Stored data entries:
■ ■ ■

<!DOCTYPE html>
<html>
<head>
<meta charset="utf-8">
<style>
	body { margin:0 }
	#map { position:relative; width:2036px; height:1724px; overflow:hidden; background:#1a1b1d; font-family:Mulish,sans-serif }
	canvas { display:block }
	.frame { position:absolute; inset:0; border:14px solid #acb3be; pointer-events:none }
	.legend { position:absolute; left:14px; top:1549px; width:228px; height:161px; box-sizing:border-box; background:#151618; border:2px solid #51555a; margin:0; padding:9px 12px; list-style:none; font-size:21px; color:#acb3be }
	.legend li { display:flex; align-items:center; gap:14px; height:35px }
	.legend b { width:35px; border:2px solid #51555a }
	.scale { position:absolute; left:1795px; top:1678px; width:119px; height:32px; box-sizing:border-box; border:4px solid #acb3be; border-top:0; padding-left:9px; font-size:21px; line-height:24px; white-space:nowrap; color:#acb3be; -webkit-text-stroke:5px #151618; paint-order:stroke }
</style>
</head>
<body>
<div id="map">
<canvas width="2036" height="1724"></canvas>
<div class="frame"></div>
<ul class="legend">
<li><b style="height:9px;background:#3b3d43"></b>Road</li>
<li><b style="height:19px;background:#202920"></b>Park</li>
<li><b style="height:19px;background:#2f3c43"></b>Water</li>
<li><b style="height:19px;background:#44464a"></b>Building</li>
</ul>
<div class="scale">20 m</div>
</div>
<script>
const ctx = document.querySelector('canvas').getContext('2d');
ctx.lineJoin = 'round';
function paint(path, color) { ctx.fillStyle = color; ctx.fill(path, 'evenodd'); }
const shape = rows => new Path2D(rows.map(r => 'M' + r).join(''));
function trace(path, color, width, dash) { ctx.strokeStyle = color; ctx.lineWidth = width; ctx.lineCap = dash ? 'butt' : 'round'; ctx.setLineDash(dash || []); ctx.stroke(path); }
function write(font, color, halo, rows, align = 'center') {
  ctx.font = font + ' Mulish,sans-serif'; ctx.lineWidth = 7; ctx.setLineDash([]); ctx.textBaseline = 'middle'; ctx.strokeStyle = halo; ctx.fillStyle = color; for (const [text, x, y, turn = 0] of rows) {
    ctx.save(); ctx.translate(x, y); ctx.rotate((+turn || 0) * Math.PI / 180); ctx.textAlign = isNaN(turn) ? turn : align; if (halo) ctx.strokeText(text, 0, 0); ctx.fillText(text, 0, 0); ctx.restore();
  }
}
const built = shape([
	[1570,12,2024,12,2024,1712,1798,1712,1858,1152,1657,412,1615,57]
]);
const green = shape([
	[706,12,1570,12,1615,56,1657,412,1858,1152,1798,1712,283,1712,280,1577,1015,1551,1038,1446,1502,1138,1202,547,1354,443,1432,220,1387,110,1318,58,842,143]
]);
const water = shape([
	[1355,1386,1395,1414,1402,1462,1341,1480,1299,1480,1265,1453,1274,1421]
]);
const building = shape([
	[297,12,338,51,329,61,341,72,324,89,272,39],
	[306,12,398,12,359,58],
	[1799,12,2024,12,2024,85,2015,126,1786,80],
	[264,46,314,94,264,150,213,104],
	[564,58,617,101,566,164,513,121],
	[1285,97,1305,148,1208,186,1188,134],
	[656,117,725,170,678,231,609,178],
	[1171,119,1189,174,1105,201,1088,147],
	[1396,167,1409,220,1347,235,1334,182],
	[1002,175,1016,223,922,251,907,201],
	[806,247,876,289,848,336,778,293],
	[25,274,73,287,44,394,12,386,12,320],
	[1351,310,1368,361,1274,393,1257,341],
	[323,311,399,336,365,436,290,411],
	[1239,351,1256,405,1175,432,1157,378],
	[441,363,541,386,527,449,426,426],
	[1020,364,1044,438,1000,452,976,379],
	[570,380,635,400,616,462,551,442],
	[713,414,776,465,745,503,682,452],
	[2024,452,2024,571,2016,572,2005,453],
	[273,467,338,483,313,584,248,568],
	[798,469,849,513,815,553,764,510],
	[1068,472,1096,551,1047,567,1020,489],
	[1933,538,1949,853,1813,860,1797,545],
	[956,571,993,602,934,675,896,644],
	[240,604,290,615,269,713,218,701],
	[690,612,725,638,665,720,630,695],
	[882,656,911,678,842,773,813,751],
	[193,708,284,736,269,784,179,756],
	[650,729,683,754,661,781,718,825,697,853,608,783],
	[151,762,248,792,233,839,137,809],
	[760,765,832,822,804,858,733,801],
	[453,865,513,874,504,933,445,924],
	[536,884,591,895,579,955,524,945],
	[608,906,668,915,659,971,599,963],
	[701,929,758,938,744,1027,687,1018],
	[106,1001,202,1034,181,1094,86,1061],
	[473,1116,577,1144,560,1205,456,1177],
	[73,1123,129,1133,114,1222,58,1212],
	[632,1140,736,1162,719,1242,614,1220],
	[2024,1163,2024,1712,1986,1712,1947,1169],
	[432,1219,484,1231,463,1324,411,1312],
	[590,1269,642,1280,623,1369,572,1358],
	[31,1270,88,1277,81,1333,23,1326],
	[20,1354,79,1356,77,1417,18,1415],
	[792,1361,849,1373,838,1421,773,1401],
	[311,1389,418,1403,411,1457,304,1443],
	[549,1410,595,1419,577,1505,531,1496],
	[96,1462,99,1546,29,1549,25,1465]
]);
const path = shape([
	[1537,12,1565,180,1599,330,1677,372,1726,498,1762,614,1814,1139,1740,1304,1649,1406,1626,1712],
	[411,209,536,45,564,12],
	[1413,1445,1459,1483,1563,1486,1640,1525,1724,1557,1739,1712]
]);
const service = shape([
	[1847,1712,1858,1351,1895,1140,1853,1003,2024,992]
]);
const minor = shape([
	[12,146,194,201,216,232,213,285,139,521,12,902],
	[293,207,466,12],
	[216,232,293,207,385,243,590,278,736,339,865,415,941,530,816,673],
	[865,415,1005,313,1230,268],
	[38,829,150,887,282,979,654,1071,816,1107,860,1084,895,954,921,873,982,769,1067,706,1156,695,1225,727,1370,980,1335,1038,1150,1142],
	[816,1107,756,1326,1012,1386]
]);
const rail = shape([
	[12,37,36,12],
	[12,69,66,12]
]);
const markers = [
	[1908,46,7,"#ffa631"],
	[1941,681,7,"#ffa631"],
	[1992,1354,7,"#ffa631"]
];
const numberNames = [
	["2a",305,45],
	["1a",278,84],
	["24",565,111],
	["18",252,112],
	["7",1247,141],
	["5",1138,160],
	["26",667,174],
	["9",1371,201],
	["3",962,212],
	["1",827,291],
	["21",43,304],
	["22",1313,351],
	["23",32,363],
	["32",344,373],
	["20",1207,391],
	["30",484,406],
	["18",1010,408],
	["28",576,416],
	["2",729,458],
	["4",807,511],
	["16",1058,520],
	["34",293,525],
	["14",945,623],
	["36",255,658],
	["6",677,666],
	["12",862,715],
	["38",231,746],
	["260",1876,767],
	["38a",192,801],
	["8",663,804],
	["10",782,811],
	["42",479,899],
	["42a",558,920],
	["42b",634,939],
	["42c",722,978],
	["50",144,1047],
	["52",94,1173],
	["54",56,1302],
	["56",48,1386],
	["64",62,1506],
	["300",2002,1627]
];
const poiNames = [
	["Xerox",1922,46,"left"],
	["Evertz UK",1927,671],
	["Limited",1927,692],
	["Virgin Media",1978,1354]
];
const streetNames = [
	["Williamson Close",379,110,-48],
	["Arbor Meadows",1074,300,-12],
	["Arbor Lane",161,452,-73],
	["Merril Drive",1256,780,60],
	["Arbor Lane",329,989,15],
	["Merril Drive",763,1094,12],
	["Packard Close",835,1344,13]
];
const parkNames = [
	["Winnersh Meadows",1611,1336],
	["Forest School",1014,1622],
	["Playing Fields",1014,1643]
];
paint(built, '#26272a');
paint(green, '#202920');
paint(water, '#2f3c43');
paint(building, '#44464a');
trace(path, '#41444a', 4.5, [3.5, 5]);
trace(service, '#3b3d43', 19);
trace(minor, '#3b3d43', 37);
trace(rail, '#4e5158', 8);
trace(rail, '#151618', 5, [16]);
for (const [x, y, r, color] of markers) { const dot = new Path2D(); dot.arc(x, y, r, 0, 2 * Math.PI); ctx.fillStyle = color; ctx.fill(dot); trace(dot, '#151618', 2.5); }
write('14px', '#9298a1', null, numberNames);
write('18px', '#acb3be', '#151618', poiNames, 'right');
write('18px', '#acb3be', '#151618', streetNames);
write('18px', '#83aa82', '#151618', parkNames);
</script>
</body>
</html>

■ ■ ■

EXERCISE DIRECTIONS:
Whenever the word "function" occurs in a line above, copy that line.

COMPLETED TASK:
function paint(path, color) { ctx.fillStyle = color; ctx.fill(path, 'evenodd'); }
function trace(path, color, width, dash) { ctx.strokeStyle = color; ctx.lineWidth = width; ctx.lineCap = dash ? 'butt' : 'round'; ctx.setLineDash(dash || []); ctx.stroke(path); }
function write(font, color, halo, rows, align = 'center') {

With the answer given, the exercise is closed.